Au niveau du format encore disponible en physique –ce qui n’est pas le cas de tous les albums- c’est une demande du public ou une volonté du groupe ?

Bah écoute on fait des CDs, on fait des vinyles, ça fonctionne, ça c’est cool, on ne va pas se priver d’en faire ! Le numérique, effectivement, commence à prendre une place de plus en plus importante dans le paysage musical. Si le CD est amené à disparaitre, on en fera peut-être des collectors comme pour les vinyles, mais oui je pense qu’on continuera à le faire parce qu’on vient de cette époque. Bon, on ne va pas faire des K7 puisque maintenant plus personne n’achète des K7 ! Mais s’il y a une demande, et comme on est attachés au produit physique… Ecouter de la musique en numérique, je le fais bien sûr, sur l’ordinateur mais voilà… Tant que ça fonctionne, qu’il y a de la demande, on va le faire. Peut-être que dans 5 ans, 10 ans, ça sera comme ça. Mais s’il reste une poignée d’irréductibles, ben on en fera quand même mais à quantité réduite.
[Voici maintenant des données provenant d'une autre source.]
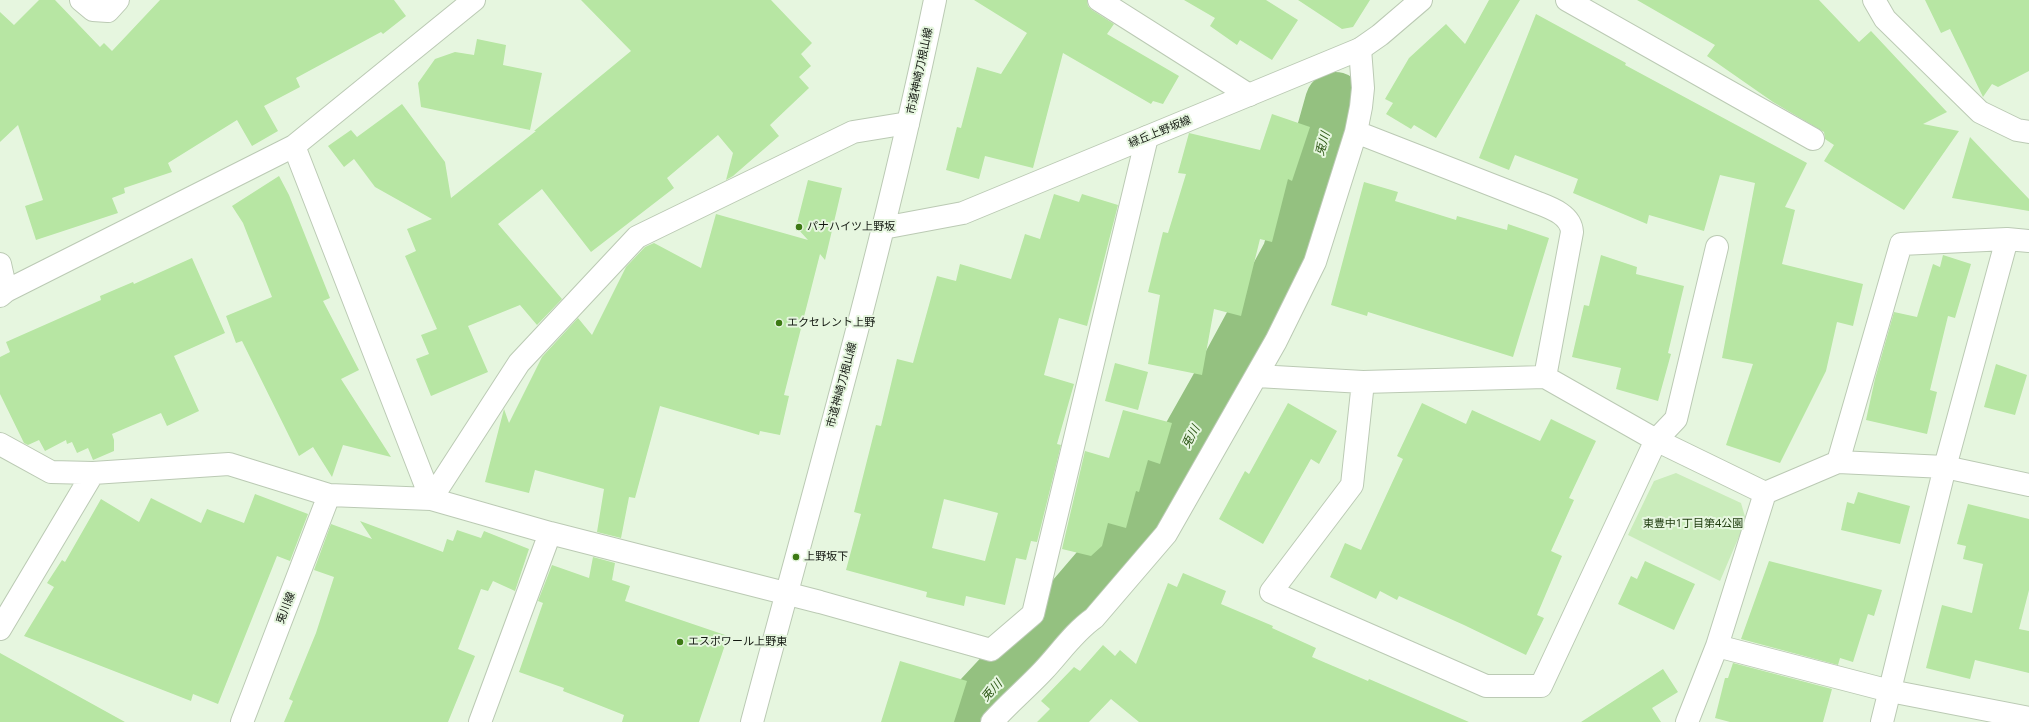 <!DOCTYPE html>
<meta charset="utf-8">
<style>
body{margin:0}
canvas{display:block;background:#e6f6df}
</style>
<canvas width="2029" height="722"></canvas>
<script>
const ctx = document.querySelector('canvas').getContext('2d');
ctx.lineJoin = 'round';
function paint(path, color) { ctx.fillStyle = color; ctx.fill(path, 'evenodd'); }
function stroke(path, color, width, dash) { ctx.strokeStyle = color; ctx.lineWidth = width; ctx.lineCap = dash ? 'butt' : 'round'; ctx.setLineDash(dash || []); ctx.stroke(path); }
function label(font, color, halo, rows, align = 'center') {
  ctx.font = font + ' "Noto Sans","Noto Sans JP",sans-serif'; ctx.lineWidth = 4; ctx.setLineDash([]); ctx.textBaseline = 'middle'; ctx.strokeStyle = halo; ctx.fillStyle = color; for (const [text, x, y, turn = 0] of rows) {
    ctx.save(); ctx.translate(x, y); ctx.rotate((+turn || 0) * Math.PI / 180); ctx.textAlign = isNaN(turn) ? turn : align; if (halo) ctx.strokeText(text, 0, 0); ctx.fillText(text, 0, 0); ctx.restore();
  }
}
const green = new Path2D(`
 M1676 473 1741 503 1746 520 1720 581 1628 535 1654 481Z`);
const river = new Path2D(`
 M962 722 1071 605 1149 514 1219 390 1292 255 1335 102`);
const building = new Path2D(`
 M39 0H55L100 47 104 43 112 51 160 0H394L406 16 383 34 381 32 296 78 300 87 264 106 278 131 252 146 237 120 168 163 172 172 124 188 125 193 112 198 118 213 36 240 25 206 43 200 18 125 0 142V12L14 25Z
 M581 0H771L812 43 801 54 811 66 799 77 809 88 770 125 779 136 733 176 726 180 733 153 718 135 667 178 674 188 591 252 542 189 498 224 562 299 537 325 520 305 468 326 488 372 431 396 416 359 429 354 421 335 437 329 405 256 416 251 407 229 432 219 375 187 354 159 344 167 328 146 351 130 357 137 402 104 445 162 451 198 536 131H534L631 51Z
 M974 0H1087L1088 6 1092 10 1114 24 1107 34 1179 76 1163 104 1153 101 1151 104 1063 53 1033 168 985 156 979 179 946 170 957 127 961 128 977 67 1001 74 1027 33Z
 M1184 0H1266L1298 20 1272 60 1240 40 1237 45 1210 26 1215 18Z
 M1298 0H1370L1353 27 1342 29Z
 M1489 0H1520L1436 138 1414 125 1411 129 1386 114 1393 103 1385 99 1409 58 1446 24 1465 44Z
 M1637 0H1819L1859 42 1871 31 1947 112 1923 124 1959 131 1904 210 1824 161 1834 145 1825 139 1824 132 1773 102 1707 56 1715 45Z
 M1925 0H2029V71L1998 87 1992 84 1983 97 1950 29 1941 33Z
 M1536 14 1626 63 1625 65 1807 163 1785 207 1795 210 1782 264 1863 284 1853 326 1837 322 1826 371 1780 463 1726 445 1753 364 1722 358 1755 183 1720 175 1704 231 1649 215 1647 224 1573 193 1578 179 1515 155 1509 170 1479 158Z
 M477 39 506 45 503 65 542 73 530 130 421 107 418 83 435 59 455 52 474 55Z
 M1272 114 1310 127 1292 181 1288 179 1272 242 1260 239 1241 316 1214 309 1202 375 1148 364 1160 295 1148 292 1163 232 1168 233 1186 174 1178 173 1189 133 1260 150Z
 M1970 137 2029 199V211L1952 198Z
 M279 176 289 195 330 298 323 301 359 370 341 379 391 457 343 445 332 477 313 447 299 456 242 341 236 343 226 316 272 297 243 223 232 206Z
 M808 180 842 188 825 260 820 254 784 395 789 396 780 435 760 431 759 435 660 406 635 498 629 497 621 538 597 532 604 489 535 470 529 493 485 482 504 409 509 423 542 357 578 318 592 335 626 267 645 247 654 243 701 268 716 214 808 240 796 227Z
 M1364 182 1398 192 1395 201 1456 220 1457 216 1507 230 1508 224 1549 238 1513 357 1368 312 1367 316 1331 305Z
 M1054 194 1079 202 1082 194 1118 205 1087 326 1059 318 1044 375 1074 384 1057 444 1061 445 1037 542 1031 541 1026 560 1016 558 1005 605 966 596 964 606 926 597 927 592 846 570 861 514 854 512 876 425 881 426 897 359 913 363 937 276 956 281 960 264 1011 279 1025 234 1040 239ZM944 499 998 513 985 561 932 548Z
 M1601 255 1637 267 1636 274 1684 286 1668 353 1671 354 1658 401 1616 389 1621 368 1572 357 1584 305 1589 306Z
 M1943 255 1971 264 1955 318 1948 316 1930 390 1937 392 1927 434 1866 420 1875 379 1894 312 1917 317 1933 264 1940 267Z
 M192 258 225 333 174 356 199 411 167 426 161 413 112 434 114 440V451L93 460 88 448 77 453 72 442 67 444 66 440 45 451 39 440 28 445 24 443 0 394V357L10 352 6 342 101 300 100 296 133 282 134 284Z
 M1115 363 1148 372 1138 410 1105 401Z
 M1996 364 2027 375 2015 415 1984 407Z
 M1288 403 1337 431 1319 464 1311 459 1263 544 1219 519 1245 471 1249 474Z
 M1422 403 1466 424 1472 410 1540 441 1551 419 1596 441 1569 498 1574 500 1551 551 1562 556 1537 615 1544 618 1526 655 1464 625 1399 596 1397 600 1380 591 1376 599 1330 577 1345 543 1361 550 1403 459 1397 456Z
 M1123 410 1172 423 1160 464 1148 460 1139 492 1136 491 1126 528 1108 523 1102 546 1091 556 1062 549 1085 451 1109 458Z
 M1858 492 1910 506 1900 544 1841 530 1847 502 1854 504Z
 M255 494 308 514 290 561 277 556 218 704 193 694 191 701 24 636 54 587 47 583 62 560 65 562 101 499 139 522 151 498 201 523 207 509 244 523Z
 M1968 504 2029 519V590L2019 629 2029 631V673L1975 660 1970 679 1926 668 1942 605 1972 613 1983 564 1963 559 1966 546 1957 544Z
 M360 521 443 552 447 539 453 541 457 530 481 538 484 531 529 549 515 591 493 581 488 591 481 589 458 649 475 656 448 722H284L293 701 289 699 316 633 334 577 314 570 331 524 372 539Z
 M593 557 615 563 612 580 630 586 625 601 728 636 699 722H622L624 715 563 691 564 688 519 672 543 603 538 601 552 565 589 578Z
 M1645 561 1695 584 1674 630 1618 604 1631 576 1637 579Z
 M1769 561 1882 590 1874 616 1868 614 1853 662 1840 658 1838 665 1741 639Z
 M1183 573 1226 591 1221 604 1273 626 1272 628 1316 648 1312 657 1368 681 1369 679 1469 722H1139L1111 699 1089 722H1037L1050 709 1041 701 1074 667 1080 671 1103 645 1115 656 1120 650 1136 664 1168 583 1177 587Z
 M0 653 125 722H0Z
 M900 661 967 681 954 722H881Z
 M1733 663 1832 689 1823 722H1730L1715 718 1725 678H1728Z
 M1663 669 1678 692 1652 708 1661 722H1581Z`);
const street = new Path2D(`
 M81 0 93 10 108 11 118 0
 M1099 0 1249 95
 M1567 0 1813 139
 M1874 0 1885 19 1980 112 2017 130 2029 132
 M1356 132 1538 203C1551 208 1571 215 1572 232L1545 377
 M294 146 431 499 519 363 637 237 853 132 908 123
 M0 264 6 291
 M0 296 6 291 294 146 474 0
 M1257 376 1363 382 1545 377 1656 440 1765 493 1838 462 1945 467 2029 485
 M1363 382 1352 485 1271 592 1486 686H1541L1656 440 1676 419 1717 247
 M0 444 51 472 93 473 229 464 329 495 431 499 550 533 820 602 991 650 1033 614 1147 137
 M1838 462 1901 244 2007 239 2029 241
 M0 629 93 473
 M1717 646 1890 691 2029 718
 M242 722 329 495
 M480 722 550 533
 M992 722C1008 704 1026 689 1043 671 1060 653 1074 632 1094 618L1166 534 1276 341 1315 262 1356 132 1361 107 1363 88 1360 49
 M1687 722 1717 646 1765 493
 M1882 722 1945 467 2007 239`);
const secondary = new Path2D(`
 M883 228 963 213 1360 49 1380 35 1421 0
 M752 722C816 482 885 243 935 0`);
const markers = [
 [799,227,4,"#3c7913"],
 [779,323,4,"#3c7913"],
 [796,557,4,"#3c7913"],
 [680,642,4,"#3c7913"]
];
const streetNames = [
 ["市道神崎刀根山線",920,71,-78],
 ["緑丘上野坂線",1160,132,-22],
 ["市道神崎刀根山線",842,385,-75],
 ["兎川線",286,608,-69]
];
const poiNames = [
 ["パナハイツ上野坂",807,227],
 ["エクセレント上野",787,323],
 ["上野坂下",804,557],
 ["エスポワール上野東",688,642]
];
const parkNames = [
 ["東豊中1丁目第4公園",1693,524]
];
const waterNames = [
 ["兎川",1323,144,-74],
 ["兎川",1191,437,-61],
 ["兎川",992,691,-47]
];
paint(green, '#caecbb');
stroke(river, '#94c180', 60);
paint(building, '#b7e6a3');
stroke(street, '#bbcab4', 24);
stroke(secondary, '#bbcab4', 24);
stroke(street, '#fff', 22);
stroke(secondary, '#fff', 22);
for (const [x, y, r, color] of markers) { const dot = new Path2D(); dot.arc(x, y, r, 0, 2 * Math.PI); ctx.fillStyle = color; ctx.fill(dot); stroke(dot, '#e6f6df', 1.5); }
label('11px', '#121710', '#e6f6df', streetNames);
label('11px', '#121710', '#e6f6df', poiNames, 'left');
label('11px', '#1c390b', '#e6f6df', parkNames);
label('italic 12px', '#2e5817', '#e6f6df', waterNames);
</script>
Donc là, t’es en train de dire que La Rumeur est partie pour durer encore au moins 10 ans ?

Bien sûr ! Bien sûr que ça va durer 10 ans encore !

Qu’est-ce qui fait votre longévité ?

C’est la diversification. Les années précédentes, entre les albums, on s’est investi dans l’image. Hamé a réalisé un court-métrage qui s’appelle « Ce chemin devant moi » produit par La Rumeur Prod et qui a quand même été sélectionné au festival de Cannes, il y a eu un long-métrage produit par Canal + qui a eu une trentaine de diffusions (NDLR : « De l’encre »), on vient d’ouvrir un gros site d’informations hip-hop, on appelle ça un webzine initié par des MC’s.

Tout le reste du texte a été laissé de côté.